What do giraffes, angelfish, and seashells all have in common? Their surface patterns, from the patches on giraffe coats to the stripes on the angelfish, are formed through the reaction-diffusion process.

The reaction-diffusion process, or the Turing process, is a mathematical model describing how self-regulating patterns arise in organisms. Through the Turing process, an activator substance produces more of itself and also turns on an inhibitor substance. This inhibitor substance diffuses more quickly than the activator and turns off the activator. When the activator and inhibitor substances control coat pigments, periodic coat patterns, such as the giraffe’s patches are produced.

Schematic of reaction diffusion process: The activator activates itself and the inhibitor. The inhibitor turns off the activator.
In the Turing process, an activator turns on itself and the inhibitor. The inhibitor turns off the activator and diffuses more quickly than the activator. This results in periodic patterns of activated regions surrounded by inhibited regions.

By varying factors, such as the diffusion speeds of the activator and inhibitor substances, mathematicians and biologists can predict different patterns ranging from spots to stripes that arise through this self-regulating process. If you’ve ever attended a social gathering, you’ve probably been part of a Turing process as people chat in small groups. Two people chatting often attract more people to join the conversation, but once the group gets large enough people will naturally split off and form a different group. If you looked at the room from an aerial view, you would see a spotted pattern. 

Biologists now recognize that the Turing process can explain these fantastic patterns. However, this wasn’t always the case. Mathematician Alan Turing, probably better known for cracking the enigma machine in WWII, also dabbled in theoretical biology. He published this self-regulating pattern idea in 1952, shortly before his untimely death weeks before his 42nd birthday. For decades, biologists were skeptical of the plausibility of the Turing process, since it seemed unlikely that such a simple model could capture complex patterns and the lack of experimental evidence.  However, 20 years later, mathematical biologists rediscovered the Turing process by reproducing animal skin patterns through computer simulations. Additionally, experimentalists observed how zebrafish stripe patterns change shape when pigment cells are removed from a developing fish.
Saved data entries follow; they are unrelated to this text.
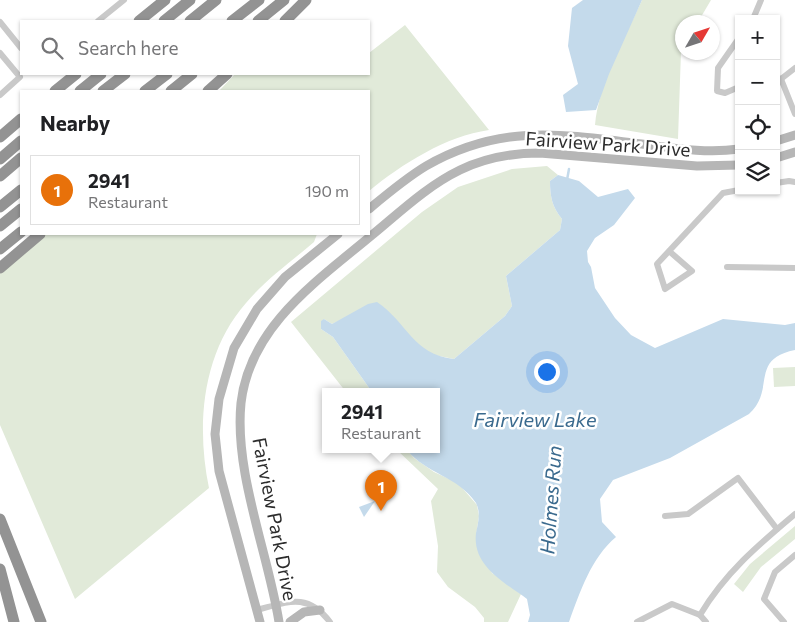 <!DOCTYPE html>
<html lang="en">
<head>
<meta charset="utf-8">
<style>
  body { margin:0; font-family:Commissioner,sans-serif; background:#f2f2f2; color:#202124 }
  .controls { position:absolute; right:15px; top:15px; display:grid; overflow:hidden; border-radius:0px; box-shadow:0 1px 4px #0004 }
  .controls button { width:45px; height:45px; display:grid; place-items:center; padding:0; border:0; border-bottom:1px solid #e0e0e0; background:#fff; color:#202124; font:25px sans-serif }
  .compass { position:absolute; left:675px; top:15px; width:45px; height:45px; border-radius:50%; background:#fff; box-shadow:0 1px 4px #0004; rotate:51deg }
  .you { position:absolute; left:546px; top:371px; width:18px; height:18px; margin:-12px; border:4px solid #fff; border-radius:50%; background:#1a73e8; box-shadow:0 0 0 8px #1a73e833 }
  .badge { display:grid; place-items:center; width:32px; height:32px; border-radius:50%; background:#d93025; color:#fff; font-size:16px; font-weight:700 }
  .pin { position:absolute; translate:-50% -41px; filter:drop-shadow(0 1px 2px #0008) }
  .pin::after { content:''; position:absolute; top:26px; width:18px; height:15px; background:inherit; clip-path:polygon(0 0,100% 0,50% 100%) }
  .popup { position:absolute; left:322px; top:388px; width:118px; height:65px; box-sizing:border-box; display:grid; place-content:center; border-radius:0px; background:#fff; filter:drop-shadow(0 1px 4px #0005); font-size:16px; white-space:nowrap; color:#757577 }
  .popup b { font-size:19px; color:#202124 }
  .popup::after { content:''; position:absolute; left:50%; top:100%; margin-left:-10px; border:10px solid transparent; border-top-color:#fff }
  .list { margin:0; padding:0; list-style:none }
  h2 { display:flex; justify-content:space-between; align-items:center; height:65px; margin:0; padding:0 20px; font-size:21px }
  h2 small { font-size:16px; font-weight:400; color:#757577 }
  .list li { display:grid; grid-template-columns:32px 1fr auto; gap:15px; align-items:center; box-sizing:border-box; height:70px; margin:0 10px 10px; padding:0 10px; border:1px solid #e0e0e0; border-radius:0px }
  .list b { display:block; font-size:19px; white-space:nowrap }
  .list p { margin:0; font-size:16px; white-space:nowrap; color:#757577 }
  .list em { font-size:16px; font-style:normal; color:#757577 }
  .icon { flex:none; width:28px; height:28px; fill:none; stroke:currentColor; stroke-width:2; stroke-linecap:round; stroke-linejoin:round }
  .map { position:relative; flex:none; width:795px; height:622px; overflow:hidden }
  .search { position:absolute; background:#fff; box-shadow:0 1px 4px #0004; left:20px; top:20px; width:350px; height:55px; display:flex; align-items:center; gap:12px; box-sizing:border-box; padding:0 18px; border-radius:0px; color:#757577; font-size:19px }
  .panel { position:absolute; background:#fff; box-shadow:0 1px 4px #0004; left:20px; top:90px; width:350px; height:145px; border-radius:0px }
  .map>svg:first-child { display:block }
  .green { fill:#e1ead9 }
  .water { fill:#c4daeb }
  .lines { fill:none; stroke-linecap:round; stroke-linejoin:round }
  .stream { stroke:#c4daeb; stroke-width:2.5 }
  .minor { stroke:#c9c9c9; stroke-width:6 }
  .secondary { stroke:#b6b6b6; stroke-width:9 }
  .motorway { stroke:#939393; stroke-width:11 }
  .labels { text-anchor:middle; stroke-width:5; stroke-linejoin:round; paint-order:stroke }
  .street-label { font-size:19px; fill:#2c2c2c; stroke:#fff }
  .water-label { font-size:20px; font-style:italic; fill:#3a6a8e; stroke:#fff }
</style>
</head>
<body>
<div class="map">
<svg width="795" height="622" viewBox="0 0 795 622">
  <rect width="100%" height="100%" fill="#fff"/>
  <g class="green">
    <path d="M642,0H711L698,22H682L678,139L595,125C599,82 624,40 642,0Z"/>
    <path d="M405,25L489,130C446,136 402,164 369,191V91H219L235,74H369V53Z"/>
    <path d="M547,166L558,175L550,181C550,196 552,207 562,219L560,230L506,276L512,306L505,316L454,359L429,354L419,345L349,316L332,324L324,319L321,329L333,337L372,392H346L291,322L422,212L458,187L512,169Z"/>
    <path d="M40,234H317L314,242C292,261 265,280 246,303C202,353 196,425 209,488L75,599L0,425V273Z"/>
    <path d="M795,367V386L774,387L773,368Z"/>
    <path d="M397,450H407L414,458L434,472L458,483L477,505L479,516L476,536L492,573L521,594L508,622H484V618L475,607L448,587L437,572L438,546L431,501L438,489Z"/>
    <path d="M795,526V539L761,567L743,592L734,584L750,564Z"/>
  </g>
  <g class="water">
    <path d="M583,0H642L609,74L596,110L566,112L563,95L578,84L568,46L572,8Z"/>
    <path d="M558,175L579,181L598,197L628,189L635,198L614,225L595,238L587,251L588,262L591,267L595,288L615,318L631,335L655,348L723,319L785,325L795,323V350C749,359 776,390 749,414L670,458L613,480L600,499L602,522L616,537C591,558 580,592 569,622H528L530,615L527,599C504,582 472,566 476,533C478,524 481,512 476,503C458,476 426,474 407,450H436V392H372L333,337L321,329V321L324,319L332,324L368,304L377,302C408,323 412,354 454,359L505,316L512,306L506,276L560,230L562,219C552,207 550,196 550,181Z"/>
    <path d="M375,501L364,517L359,507Z"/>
  </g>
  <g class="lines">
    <path class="stream" d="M567,180L569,169"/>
    <g class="minor">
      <path d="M753,19L761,0"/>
      <path d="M98,21L124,0"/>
      <path d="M0,22L21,48"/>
      <path d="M739,38L718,68L717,91L725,93L739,87"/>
      <path d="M0,53L20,77L0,95"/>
      <path d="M776,77L781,79L795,114"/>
      <path d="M781,79L795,68"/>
      <path d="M776,183L789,181L795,182"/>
      <path d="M669,251L692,271L665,289L657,264L723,193L739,190"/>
      <path d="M727,267L795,268"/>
      <path d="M665,516L688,514L738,478L777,529"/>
      <path d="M257,610C288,602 307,592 330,622"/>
      <path d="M637,622L672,604L700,615"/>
      <path d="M706,622L700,615C725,573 758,545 795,514"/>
      <path d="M784,622L764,599L775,572L795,555"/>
    </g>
    <g class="secondary">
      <path d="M776,141L795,135"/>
      <path d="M776,158L795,152"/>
      <path d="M369,209C387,194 406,178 426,166C497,125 556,133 633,143C668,147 703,154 739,149"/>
      <path d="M260,622L219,471L215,434L219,399L234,348L257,309L285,277L338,234"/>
      <path d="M279,622C268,553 234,472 241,403C250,326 317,281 372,235C400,212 427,186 460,170C485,158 512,153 540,153L697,166L739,165"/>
      <path d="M290,622L304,612L320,610"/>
    </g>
    <g class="motorway">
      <path d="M139,21L165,0"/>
      <path d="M164,21L190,0"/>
      <path d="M190,21L216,0"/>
      <path d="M232,21L259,0"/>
      <path d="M258,21L284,0"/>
      <path d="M285,21L306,0"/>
      <path d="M55,91L76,74"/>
      <path d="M80,91L101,74"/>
      <path d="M103,91L125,74"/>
      <path d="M145,91L167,74"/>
      <path d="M171,91L192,74"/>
      <path d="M208,91L227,74"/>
      <path d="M0,137L21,119"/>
      <path d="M0,159L21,141"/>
      <path d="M0,176L21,158"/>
      <path d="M0,207L21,190"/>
      <path d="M0,226L21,209"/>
      <path d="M0,249L21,232"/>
      <path d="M0,268L40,234"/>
      <path d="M0,519L41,622"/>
      <path d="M0,569L14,622"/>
    </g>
  </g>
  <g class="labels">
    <g class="street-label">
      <text transform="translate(608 144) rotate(4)" y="7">Fairview Park Drive</text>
      <text transform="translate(275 519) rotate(79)" y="7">Fairview Park Drive</text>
    </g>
    <g class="water-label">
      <text x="535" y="427">Fairview Lake</text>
      <text transform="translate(551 500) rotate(-86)" y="7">Holmes Run</text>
    </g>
  </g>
</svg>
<div class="controls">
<button>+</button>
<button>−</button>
<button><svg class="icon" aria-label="locate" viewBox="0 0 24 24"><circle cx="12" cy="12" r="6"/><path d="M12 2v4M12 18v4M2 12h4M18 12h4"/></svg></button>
<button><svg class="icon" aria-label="layers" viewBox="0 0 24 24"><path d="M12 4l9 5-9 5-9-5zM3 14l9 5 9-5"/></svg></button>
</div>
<svg class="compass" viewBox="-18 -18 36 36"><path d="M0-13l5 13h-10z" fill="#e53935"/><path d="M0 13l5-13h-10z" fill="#757577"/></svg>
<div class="you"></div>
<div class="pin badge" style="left:381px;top:511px;background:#e8710a">1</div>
<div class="popup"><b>2941</b>Restaurant</div>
<div class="search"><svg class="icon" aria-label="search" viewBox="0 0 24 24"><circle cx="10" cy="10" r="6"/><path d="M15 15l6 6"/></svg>Search here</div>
<section class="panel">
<h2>Nearby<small></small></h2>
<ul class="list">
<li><span class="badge" style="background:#e8710a">1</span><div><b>2941</b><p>Restaurant</p></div><em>190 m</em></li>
</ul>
</section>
</div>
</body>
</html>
Through these types of experiments and simulations, the Turing process is now widely accepted by biologists. 

A white circle on a blue background filled in with spots and stripes.
Parameters of the Turing process are varied radially to produce patterns ranging from stripes to spots.

The Turing process is commonly used to model eye-catching animal prints, but developmental biologists use the Turing process to understand embryology. Turing process simulations have predicted the number of mouse fingers formed to feather follicle development in chicks. 

Recently, a study used the Turing process to model molar crown topography development of upper and lower molars in mice, since upper and lower molars are complementary to each. The scientists captured where peaks and valleys of the upper and lower molars form as the tooth grows using Turing process simulations. They found the upper and lower molars of mice resulted from a ‘striped’ or ‘spotted’ Turing processes respectively, just by assigning distinct factors to each type of molar, including how quickly the activator and inhibitor substances diffused and how fast the activator made more of itself, to switch from spots to stripes. Interestingly, these researchers also demonstrated that wildly different tooth topographical features found across different types of mammals can be produced just by adjusting a few of these parameters. This suggests that the teeth of different mammals such as vegetarians, omnivores, and carnivores might arise from varying a couple of factors across their evolutionary histories.

Considering the Turing process was only initially proposed less than a century ago, I can’t wait to see what other biological patterns can be described using the Turing process in the next century as further complexities are considered in the model.